━━ Supplied entries ━━

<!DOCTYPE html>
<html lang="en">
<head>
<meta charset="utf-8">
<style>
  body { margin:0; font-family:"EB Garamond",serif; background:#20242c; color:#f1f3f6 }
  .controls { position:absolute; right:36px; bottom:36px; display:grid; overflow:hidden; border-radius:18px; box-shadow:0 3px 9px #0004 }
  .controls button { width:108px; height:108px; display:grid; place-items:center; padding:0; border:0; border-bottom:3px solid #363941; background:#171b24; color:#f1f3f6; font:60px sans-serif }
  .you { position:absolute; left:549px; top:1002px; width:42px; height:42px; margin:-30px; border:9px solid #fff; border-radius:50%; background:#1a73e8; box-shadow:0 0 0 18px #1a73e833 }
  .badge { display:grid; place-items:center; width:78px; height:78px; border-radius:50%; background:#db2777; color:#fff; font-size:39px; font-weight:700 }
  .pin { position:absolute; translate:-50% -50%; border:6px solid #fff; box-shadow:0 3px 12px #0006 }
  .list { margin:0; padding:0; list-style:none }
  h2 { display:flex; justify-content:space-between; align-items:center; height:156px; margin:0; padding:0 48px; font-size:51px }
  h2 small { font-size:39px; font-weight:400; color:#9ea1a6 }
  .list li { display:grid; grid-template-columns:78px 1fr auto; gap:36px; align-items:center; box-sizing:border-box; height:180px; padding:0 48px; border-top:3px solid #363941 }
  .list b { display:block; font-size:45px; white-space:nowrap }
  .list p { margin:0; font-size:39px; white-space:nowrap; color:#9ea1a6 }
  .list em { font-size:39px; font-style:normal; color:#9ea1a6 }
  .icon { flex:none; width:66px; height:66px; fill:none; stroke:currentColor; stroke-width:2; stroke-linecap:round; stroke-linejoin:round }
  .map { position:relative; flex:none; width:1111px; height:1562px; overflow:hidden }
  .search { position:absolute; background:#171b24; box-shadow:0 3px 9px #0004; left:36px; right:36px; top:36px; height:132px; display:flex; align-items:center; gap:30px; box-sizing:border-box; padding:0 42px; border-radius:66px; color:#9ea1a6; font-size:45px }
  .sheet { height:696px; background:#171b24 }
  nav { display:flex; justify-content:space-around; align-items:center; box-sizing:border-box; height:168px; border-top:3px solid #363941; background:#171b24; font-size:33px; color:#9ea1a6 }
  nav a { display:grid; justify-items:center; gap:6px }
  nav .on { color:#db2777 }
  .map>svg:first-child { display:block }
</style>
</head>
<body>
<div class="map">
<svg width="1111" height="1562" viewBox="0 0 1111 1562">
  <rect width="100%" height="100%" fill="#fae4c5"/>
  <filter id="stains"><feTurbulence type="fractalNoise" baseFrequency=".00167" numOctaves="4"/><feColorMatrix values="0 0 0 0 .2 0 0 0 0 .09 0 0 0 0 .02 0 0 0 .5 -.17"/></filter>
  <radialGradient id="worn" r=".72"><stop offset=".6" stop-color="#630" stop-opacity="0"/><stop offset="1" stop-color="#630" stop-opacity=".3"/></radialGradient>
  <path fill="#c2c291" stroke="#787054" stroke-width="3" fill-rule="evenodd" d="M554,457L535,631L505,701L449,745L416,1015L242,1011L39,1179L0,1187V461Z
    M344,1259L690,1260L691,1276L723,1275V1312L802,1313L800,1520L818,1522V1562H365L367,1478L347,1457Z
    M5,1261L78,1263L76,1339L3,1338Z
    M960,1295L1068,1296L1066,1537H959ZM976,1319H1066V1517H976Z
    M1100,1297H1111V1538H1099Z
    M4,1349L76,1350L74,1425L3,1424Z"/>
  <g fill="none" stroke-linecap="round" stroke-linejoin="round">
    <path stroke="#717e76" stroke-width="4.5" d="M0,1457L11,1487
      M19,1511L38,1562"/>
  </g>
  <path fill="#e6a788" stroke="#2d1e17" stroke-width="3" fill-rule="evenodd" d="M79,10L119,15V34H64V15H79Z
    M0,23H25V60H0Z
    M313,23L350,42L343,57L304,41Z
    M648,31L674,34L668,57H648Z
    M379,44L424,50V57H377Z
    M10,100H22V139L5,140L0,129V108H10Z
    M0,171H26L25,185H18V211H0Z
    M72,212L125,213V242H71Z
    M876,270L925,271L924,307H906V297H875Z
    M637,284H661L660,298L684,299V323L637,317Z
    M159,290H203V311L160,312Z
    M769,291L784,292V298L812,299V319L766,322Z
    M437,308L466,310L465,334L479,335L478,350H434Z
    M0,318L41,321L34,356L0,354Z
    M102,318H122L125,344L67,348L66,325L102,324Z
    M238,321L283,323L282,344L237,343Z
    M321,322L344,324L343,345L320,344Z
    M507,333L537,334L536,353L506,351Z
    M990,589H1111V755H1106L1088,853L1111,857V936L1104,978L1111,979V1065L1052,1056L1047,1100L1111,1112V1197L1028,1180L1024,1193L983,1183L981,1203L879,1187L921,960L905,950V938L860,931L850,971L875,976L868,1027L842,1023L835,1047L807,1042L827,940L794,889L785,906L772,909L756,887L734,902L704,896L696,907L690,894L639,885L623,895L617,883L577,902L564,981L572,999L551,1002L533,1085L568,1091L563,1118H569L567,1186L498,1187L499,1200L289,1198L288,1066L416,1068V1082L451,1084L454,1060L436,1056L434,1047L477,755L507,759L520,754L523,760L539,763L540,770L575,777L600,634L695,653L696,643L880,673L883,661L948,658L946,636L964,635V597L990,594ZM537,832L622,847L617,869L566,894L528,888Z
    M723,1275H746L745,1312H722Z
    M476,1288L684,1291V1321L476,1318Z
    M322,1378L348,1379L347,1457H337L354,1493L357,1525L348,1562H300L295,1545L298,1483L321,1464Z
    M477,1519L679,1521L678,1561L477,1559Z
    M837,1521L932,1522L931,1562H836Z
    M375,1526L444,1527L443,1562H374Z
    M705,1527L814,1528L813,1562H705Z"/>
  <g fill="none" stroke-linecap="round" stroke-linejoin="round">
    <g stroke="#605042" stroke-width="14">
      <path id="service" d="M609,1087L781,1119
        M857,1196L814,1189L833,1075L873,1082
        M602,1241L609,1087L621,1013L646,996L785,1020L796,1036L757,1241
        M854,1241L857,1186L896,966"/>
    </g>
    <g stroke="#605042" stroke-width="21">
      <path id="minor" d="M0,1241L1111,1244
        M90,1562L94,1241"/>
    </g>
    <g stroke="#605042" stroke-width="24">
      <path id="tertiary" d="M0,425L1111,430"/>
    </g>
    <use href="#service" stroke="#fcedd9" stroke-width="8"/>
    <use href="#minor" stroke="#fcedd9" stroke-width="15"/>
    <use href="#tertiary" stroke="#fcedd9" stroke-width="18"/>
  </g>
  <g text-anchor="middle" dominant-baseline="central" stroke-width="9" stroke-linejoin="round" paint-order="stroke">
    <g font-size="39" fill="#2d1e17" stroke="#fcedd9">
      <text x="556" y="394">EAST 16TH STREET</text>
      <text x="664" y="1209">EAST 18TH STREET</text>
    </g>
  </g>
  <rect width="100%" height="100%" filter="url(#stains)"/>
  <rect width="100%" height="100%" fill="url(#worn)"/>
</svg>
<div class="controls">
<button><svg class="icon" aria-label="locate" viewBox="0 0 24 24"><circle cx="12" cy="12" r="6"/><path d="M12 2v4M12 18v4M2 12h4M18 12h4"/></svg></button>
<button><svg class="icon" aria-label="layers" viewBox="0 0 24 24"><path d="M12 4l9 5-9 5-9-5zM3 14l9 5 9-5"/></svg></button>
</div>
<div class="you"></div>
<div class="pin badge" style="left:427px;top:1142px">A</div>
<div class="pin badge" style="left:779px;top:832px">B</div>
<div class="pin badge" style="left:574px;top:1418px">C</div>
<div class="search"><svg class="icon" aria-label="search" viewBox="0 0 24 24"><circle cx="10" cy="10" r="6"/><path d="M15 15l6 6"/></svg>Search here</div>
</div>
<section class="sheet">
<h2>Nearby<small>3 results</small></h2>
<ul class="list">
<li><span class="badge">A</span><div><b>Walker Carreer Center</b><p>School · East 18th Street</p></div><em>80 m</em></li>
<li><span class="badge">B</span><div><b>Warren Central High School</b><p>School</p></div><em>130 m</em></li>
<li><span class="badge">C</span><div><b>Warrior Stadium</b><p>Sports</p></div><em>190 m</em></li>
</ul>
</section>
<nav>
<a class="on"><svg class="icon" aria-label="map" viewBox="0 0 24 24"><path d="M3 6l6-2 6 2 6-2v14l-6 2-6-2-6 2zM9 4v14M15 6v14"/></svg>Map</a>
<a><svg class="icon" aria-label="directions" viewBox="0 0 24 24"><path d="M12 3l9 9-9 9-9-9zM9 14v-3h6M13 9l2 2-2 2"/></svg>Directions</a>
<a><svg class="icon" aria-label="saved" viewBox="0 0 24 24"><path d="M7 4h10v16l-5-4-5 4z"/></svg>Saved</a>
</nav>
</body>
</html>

━━━

**Goal of the exercise**:
Your answer must be the lines from the first line of the entries above through the line that contains "position:absolute; left:549px; top:1002px;", written out exactly.

**Written answer**:
<!DOCTYPE html>
<html lang="en">
<head>
<meta charset="utf-8">
<style>
  body { margin:0; font-family:"EB Garamond",serif; background:#20242c; color:#f1f3f6 }
  .controls { position:absolute; right:36px; bottom:36px; display:grid; overflow:hidden; border-radius:18px; box-shadow:0 3px 9px #0004 }
  .controls button { width:108px; height:108px; display:grid; place-items:center; padding:0; border:0; border-bottom:3px solid #363941; background:#171b24; color:#f1f3f6; font:60px sans-serif }
  .you { position:absolute; left:549px; top:1002px; width:42px; height:42px; margin:-30px; border:9px solid #fff; border-radius:50%; background:#1a73e8; box-shadow:0 0 0 18px #1a73e833 }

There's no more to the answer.